De nombreuses entreprises du secteur alimentaire semblent « coincées entre les multinationales et les jeunes pousses ». Les multinationales sont en mesure de concentrer leur R&D et leur capacité d’innovation dans des centres de recherche. Ces dernières années, elles ont appris à accélérer les innovations, d’abord à l’échelle mondiale, puis de plus en plus au niveau local. Elles peuvent également adapter leurs usines à des produits spécifiques pour rester rentables. En revanche, de nombreuses start-ups développent des innovations basées sur le dynamisme, la passion et l’ambition, sans avoir besoin d’un retour financier immédiat. Elles sont également souvent flexibles en ce qui concerne la production, qu’elles externalisent souvent. Il semble même parfois que les start-ups soient particulièrement performantes lorsqu’elles affichent des pertes financières substantielles au cours des premières années. Les détaillants et les consommateurs adhèrent à ces fêtes - souvent aussi sur le thème de la durabilité - bien qu’il devienne de plus en plus évident que de nombreuses start-ups ont des problèmes pour augmenter leur production.
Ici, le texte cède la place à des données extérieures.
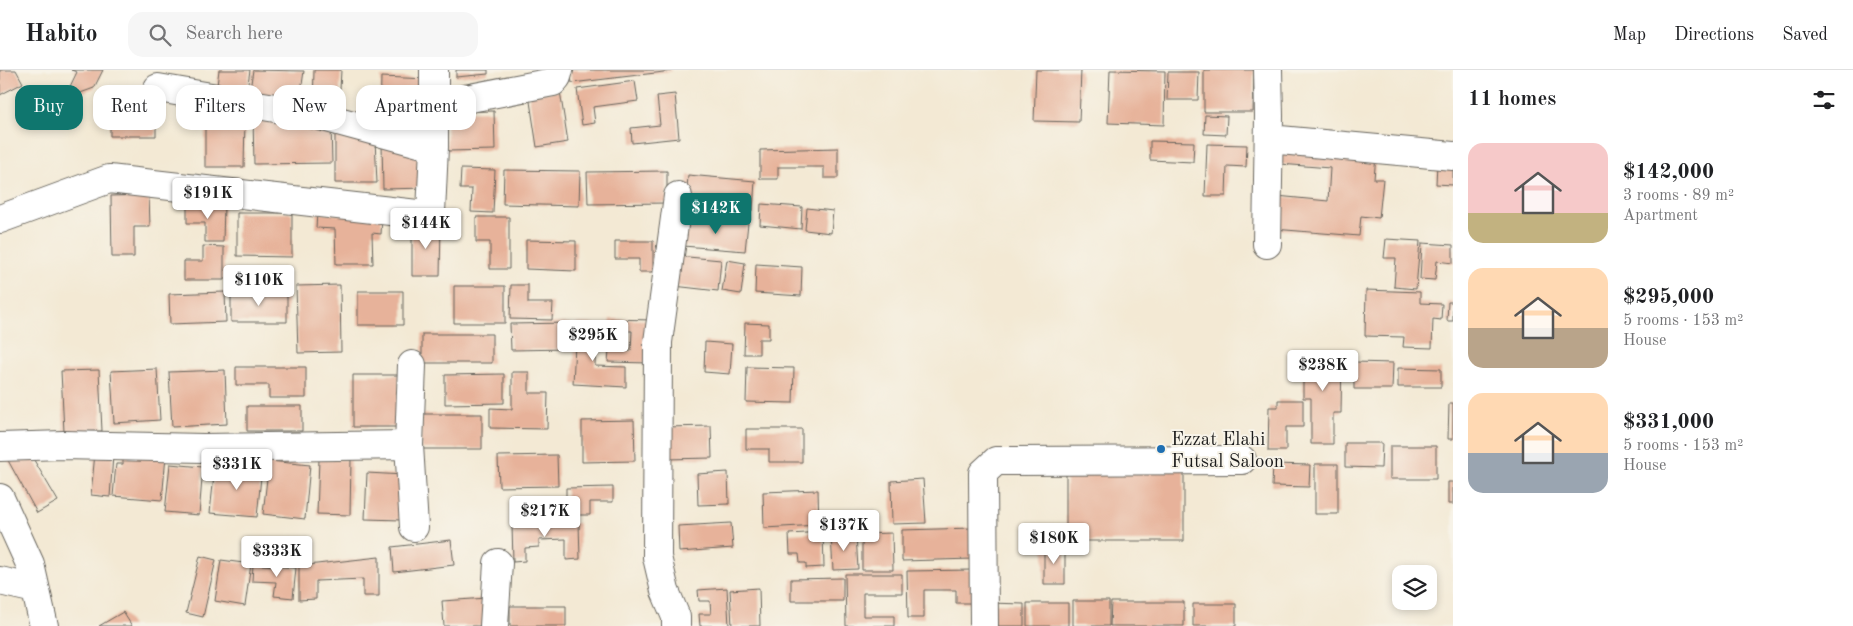 <!DOCTYPE html>
<meta charset="utf-8">
<style>
body{margin:0;font-family:"Old Standard TT",serif;background:#f6f6f6;color:#202124;height:100vh;display:flex;flex-direction:column;font-size:19px;white-space:nowrap}
*{box-sizing:border-box;margin:0}
p{font-size:16px;color:#757577}
.icon{flex:none;width:28px;height:28px;fill:none;stroke:currentColor;stroke-width:2;stroke-linecap:round;stroke-linejoin:round}
.map{position:relative;flex:1;overflow:hidden}
.sheet{display:flex;flex-direction:column;background:#fff;width:400px}
.sheet>*{flex:none}
.guide{position:absolute;left:15px;top:15px;width:475px;height:45px;display:flex;gap:10px}
.controls{position:absolute;left:1392px;top:495px;display:grid;gap:10px}
.controls a{display:grid;place-items:center;width:45px;height:45px;border-radius:10px;background:#fff;box-shadow:0 2px 8px #0003;font-size:25px}
.price{position:absolute;translate:-50% -42px;padding:0 11px;border-radius:5px;background:#fff;color:#222;font-size:16px;line-height:32px;filter:drop-shadow(0 1px 2px #0008)}
.price::after{content:'';position:absolute;left:50%;top:30px;width:15px;height:11px;margin-left:-8px;background:inherit;clip-path:polygon(0 0,100% 0,50% 100%)}
.price.current{background:#0f766e;color:#fff}
ul{padding:0;list-style:none}
li{display:flex;align-items:center;gap:15px;height:125px;padding:0 15px}
li span{display:grid;place-items:center;flex:none;width:140px;height:100px;border-radius:15px;color:#555}
li>.icon{margin-inline-start:auto}
span .icon{width:60px;height:60px;fill:#fffc;stroke-width:1}
li b{font-size:21px}
h2{display:flex;justify-content:space-between;align-items:center;height:60px;padding:0 15px;font-size:21px}
.tag{padding:0 18px;border-radius:15px;background:#fff;box-shadow:0 2px 8px #0003;font-size:18px;line-height:45px}
.tag.current{background:#0f766e;color:#fff}
header{display:flex;align-items:center;gap:30px;box-sizing:border-box;height:70px;padding:0 25px;background:#fff;border-bottom:1px solid #e0e0e0}
header strong{font-size:24px}
nav{display:flex;gap:28px;margin-inline-start:auto;font-size:18px}
.search{width:350px;height:45px;background:#f6f6f6;display:flex;align-items:center;gap:12px;box-sizing:border-box;padding:0 18px;border-radius:15px;color:#757577;font-size:19px}
main{display:flex;flex:1;min-height:0}
.map>svg:first-child{display:block}
.building{fill:#e7b29a}
.lines{fill:none;stroke-linecap:round;stroke-linejoin:round}
.minor-casing{stroke:#67645c;stroke-width:30}
.minor{stroke:#fff;stroke-width:28}
.poi-dot{fill:#1f6fb2;stroke:#f7f3e8;stroke-width:2}
.labels{text-anchor:middle;stroke-width:4;stroke-linejoin:round;paint-order:stroke}
.poi-label{font-size:19px;fill:#1c1c1c;stroke:#f7f3e8;text-anchor:start}
</style>
<header>
<strong>Habito</strong>
<div class="search"><svg class="icon" aria-label="search" viewBox="0 0 24 24"><circle cx="10" cy="10" r="6"/><path d="M15 15l6 6"/></svg>Search here</div>
<nav><a>Map</a><a>Directions</a><a>Saved</a></nav>
</header>
<main>
<div class="map">
<svg width="1453" height="556" viewBox="0 0 1453 556">
<rect width="100%" height="100%" fill="#f7f3e8"/>
<filter id="ink" filterUnits="userSpaceOnUse"><feTurbulence type="fractalNoise" baseFrequency=".02" numOctaves="2"/><feDisplacementMap in="SourceGraphic" scale="10" xChannelSelector="R" yChannelSelector="G"/><feConvolveMatrix kernelMatrix="1 2 1 2 8 2 1 2 1" color-interpolation-filters="sRGB"/></filter>
<filter id="wash" filterUnits="userSpaceOnUse"><feTurbulence type="fractalNoise" baseFrequency=".0096" numOctaves="4" result="noise"/><feDisplacementMap in="SourceGraphic" scale="20" xChannelSelector="R" yChannelSelector="G"/><feGaussianBlur stdDeviation="1.12" result="paint"/><feColorMatrix in="noise" values="0 0 0 0 0 0 0 0 0 0 0 0 0 0 0 0 0 1.4 0 .05"/><feComposite in="paint" operator="in"/></filter>
<g filter="url(#wash)">
<rect width="100%" height="100%" fill="#f3e9d4"/>
<g id="blocks">
<path class="building" d="M0 0H16L23 13 0 25Z
M71 0H103L94 18 64 29 77 2Z
M219 0H250L246 27 216 23Z
M253 0 304 1 300 28 271 24 248 33Z
M314 0H341L339 39 313 38Z
M456 0H488V4L456 7Z
M570 0H672V1L572 13Z
M1036 0H1081L1079 52 1034 51Z
M1110 0 1165 1 1164 55 1108 53Z
M1204 0H1254L1253 42H1204Z
M1168 2H1199L1198 30H1167Z
M381 7 428 9 426 48 380 47Z
M635 11 638 31 593 37 595 53 582 55 577 19Z
M560 21 568 72 537 77 529 25Z
M675 24 679 68 632 73 631 58 660 55 657 26Z
M110 25H156V66H110Z
M494 41 495 80 447 81 446 42Z
M1205 45 1227 46 1226 65 1204 64Z
M205 48 245 49 244 97H205Z
M253 48 331 55 332 93 254 94Z
M335 56 375 69 377 113H335Z
M1150 71 1194 72 1193 92 1150 90Z
M382 74 428 84V118L383 119Z
M1207 74 1247 75 1246 97 1227 96 1226 126H1205Z
M1282 76 1376 85 1374 109H1383L1379 148 1361 146 1359 166 1274 159 1277 126 1328 131 1330 98 1280 94Z
M838 78V108H824V97H778V109H760V80Z
M1437 93 1453 95V115L1436 114Z
M461 99 495 100 493 143 471 142 472 119H460Z
M504 100 580 101 579 136 503 134Z
M667 101V133L588 134 587 102Z
M688 105 755 111 753 140 686 134Z
M149 125 150 157H134V187H112L111 126Z
M187 134H224L223 172H205V153H187Z
M761 134 802 137 801 159 760 155Z
M807 138 833 141 831 163 805 160Z
M237 143H292V187L237 186Z
M317 143 382 148 381 164 372 163 373 194H336L335 159 316 158Z
M476 147H509V199H490V172H476Z
M686 148 748 153 745 181 683 176Z
M412 154H441L440 206H412Z
M1386 169 1420 171 1416 219 1394 217 1396 188H1384Z
M526 170 576 171V201L526 199Z
M615 171H653V202H639V189H615Z
M1422 173 1453 175V193L1437 191 1435 210 1420 209Z
M203 176 224 177V210H184V191H203Z
M677 186 721 190 718 221 674 216Z
M727 190 745 193 741 224 722 221Z
M756 194 802 197 801 226 755 223Z
M340 215 341 282 298 283 296 216Z
M511 215H528V233H553L552 250 510 249Z
M454 216H505V253H454Z
M1366 220 1420 222V233L1442 234 1441 250 1433 249 1432 278 1403 277 1404 267 1365 266Z
M358 221H403V255H358Z
M225 222 226 252 170 254 169 224Z
M231 222H287V252H231Z
M1448 232H1453V251H1447Z
M610 249 652 250 650 293 608 292 609 280 631 281 632 261H609Z
M570 253V279L511 280 510 254Z
M576 253 596 254 595 296 626 297V317L573 314Z
M745 253 769 254V269H759V284H744Z
M422 264H492V293H422Z
M705 272 732 274 730 304 704 302Z
M1303 282H1342L1341 343H1333V374H1311V328H1303Z
M1354 292 1393 293 1392 319H1354Z
M236 297H306V328H269V315H236Z
M747 297 794 298 793 333 746 332Z
M1398 298 1441 299V317H1398Z
M157 299 160 350 114 353 111 301Z
M99 300 102 361 64 362 61 301Z
M225 300 227 354 172 357 169 302Z
M512 302H529V323H548L547 359 490 358V338L512 339Z
M504 304V333L445 334V305Z
M353 305H399V357H353Z
M1278 330H1303V357H1286V381H1268L1269 337H1278Z
M1449 333H1453V369H1448Z
M247 336H302V361H247Z
M421 344H482V379H421Z
M634 350 635 391 582 392V351Z
M711 356 712 388 666 389V357Z
M746 359H802V392H769V379H746Z
M1345 373H1382L1381 398 1345 397Z
M1390 376H1436V409H1390Z
M95 383 113 385 110 427 91 425Z
M123 383 166 386 162 430 113 426 116 394H123Z
M5 385H31L58 431 37 443Z
M557 385 558 416 499 417 498 386Z
M319 389 351 390 350 445 317 444Z
M269 391 310 395 305 449 263 444Z
M228 393 262 397 257 447 210 443 214 405 227 406Z
M170 394 203 397 199 445 165 442Z
M1273 394 1310 395 1309 417 1272 416Z
M1315 394H1338V444H1315Z
M1066 396 1184 397V471H1066Z
M728 402 729 434 698 435 697 404Z
M367 403 404 405 402 450 365 449Z
M923 409 926 453 892 454 891 411Z
M1448 412H1453V434H1448Z
M613 417V432H590V445H566V418Z
M818 420 819 455 764 458 763 422Z
M579 453 580 489 566 490V469L539 470V477L525 478V491L513 492 512 455Z
M731 453 733 478 679 482 678 456Z
M973 458V489L902 491V460Z
M823 462 824 497 806 498V493H800L799 484H790L789 464Z
M892 463 893 500H862V464Z
M856 464 858 499 833 500 831 465Z
M451 470 454 495 394 502 392 477Z
M1044 476 1065 477V514H1044Z
M200 486 216 490 203 547 186 543Z
M379 487V526H363V509L316 511V529L299 530V496Z
M221 490 251 494 245 536 215 531Z
M253 494 296 498 293 528 274 526 276 512 252 511Z
M972 500 973 533H956V520H924V548H908L907 501Z
M845 504H902V523H863V546H894V556H846Z
M843 508V531H791V509Z
M727 518 729 556H700L699 544H711L710 531H699L698 520Z
M759 518 760 556H732L730 520Z
M488 528 489 556H444L442 531Z
M1073 531H1109V556H1073Z
M1111 532H1184V556H1110Z
M988 533 1024 534V556H988Z
M1027 533H1068V556H1027Z
M1193 534H1236V556H1193Z
M510 536H566V556H510Z
M123 542 132 556H99Z"/>
</g>
</g>
<g filter="url(#ink)">
<use href="#blocks" fill-opacity="0" stroke="#67645c" stroke-width="1"/>
<g class="lines">
<defs>
<path id="minor" d="M158 18 316 45 434 77
M434 35 553 12 557 7 559 0
M1269 69 1453 86
M0 149 109 109 426 145 431 143 434 77V0
M1267 174 1269 46 1268 0
M412 295 409 375 414 457
M0 377 63 375 203 378 409 375
M0 428 30 494 44 556
M0 511 35 519
M494 556 498 493
M676 556V547L665 521 657 487 658 272 678 126
M984 556 983 403 996 391 1242 390"/>
</defs>
<use href="#minor" class="minor-casing"/>
<use href="#minor" class="minor"/>
</g>
</g>
<circle class="poi-dot" cx="1161" cy="379" r="5"/>
<g class="labels">
<g class="poi-label">
<text x="1171" y="375">Ezzat Elahi<tspan x="1171" dy="22">Futsal Saloon</tspan></text>
</g>
</g>
</svg>
<div class="controls">
<a><svg class="icon" aria-label="layers" viewBox="0 0 24 24"><path d="M12 4l9 5-9 5-9-5zM3 14l9 5 9-5"/></svg></a>
</div>
<b class="price" style="left:208px;top:150px">$191K</b>
<b class="price current" style="left:716px;top:165px">$142K</b>
<b class="price" style="left:426px;top:180px">$144K</b>
<b class="price" style="left:259px;top:237px">$110K</b>
<b class="price" style="left:593px;top:292px">$295K</b>
<b class="price" style="left:1323px;top:322px">$238K</b>
<b class="price" style="left:237px;top:421px">$331K</b>
<b class="price" style="left:545px;top:468px">$217K</b>
<b class="price" style="left:844px;top:482px">$137K</b>
<b class="price" style="left:1054px;top:495px">$180K</b>
<b class="price" style="left:277px;top:508px">$333K</b>
<div class="guide">
<a class="tag current">Buy</a>
<a class="tag">Rent</a>
<a class="tag">Filters</a>
<a class="tag">New</a>
<a class="tag">Apartment</a>
</div>
</div>
<section class="sheet">
<h2>11 homes<svg class="icon" aria-label="filters" viewBox="0 0 24 24"><path d="M4 7h16M4 17h16"/><circle cx="9" cy="7" r="2"/><circle cx="15" cy="17" r="2"/></svg></h2>
<ul>
<li><span style="background:linear-gradient(#f6c9c9 70%,#c2b280 0)"><svg class="icon" aria-label="home" viewBox="0 0 24 24"><path d="M3 11l9-7 9 7M6 9v11h12V9"/></svg></span><div><b>$142,000</b><p>3 rooms · 89 m²</p><p>Apartment</p></div></li>
<li><span style="background:linear-gradient(#ffd9b3 60%,#b9a48a 0)"><svg class="icon" aria-label="home" viewBox="0 0 24 24"><path d="M3 11l9-7 9 7M6 9v11h12V9"/></svg></span><div><b>$295,000</b><p>5 rooms · 153 m²</p><p>House</p></div></li>
<li><span style="background:linear-gradient(#ffd9b3 60%,#9aa5b1 0)"><svg class="icon" aria-label="home" viewBox="0 0 24 24"><path d="M3 11l9-7 9 7M6 9v11h12V9"/></svg></span><div><b>$331,000</b><p>5 rooms · 153 m²</p><p>House</p></div></li>
</ul>
</section>
</main>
De nombreux producteurs alimentaires établis sont confrontés à un défi de taille : maintenir l’efficacité de leur(s) usine(s) tout en élargissant leur gamme de produits et de labels, en garantissant leur qualité en matière de sécurité alimentaire et en augmentant le nombre et la rapidité des innovations (réussies). Ce triple défi est difficile à relever pour de nombreuses entreprises et, dans la pratique, il se traduit par une baisse de l’efficacité, un retard dans les taux d’innovation et des rendements financiers au bas de l’échelle. Une culture de lutte contre les incendies s’ensuit et les conseils d’administration ne prennent pas assez de temps pour élaborer des plans de croissance pour l’avenir. Comment sortir de cette spirale négative et, surtout, comment faire de 2020 l’année de la rupture ?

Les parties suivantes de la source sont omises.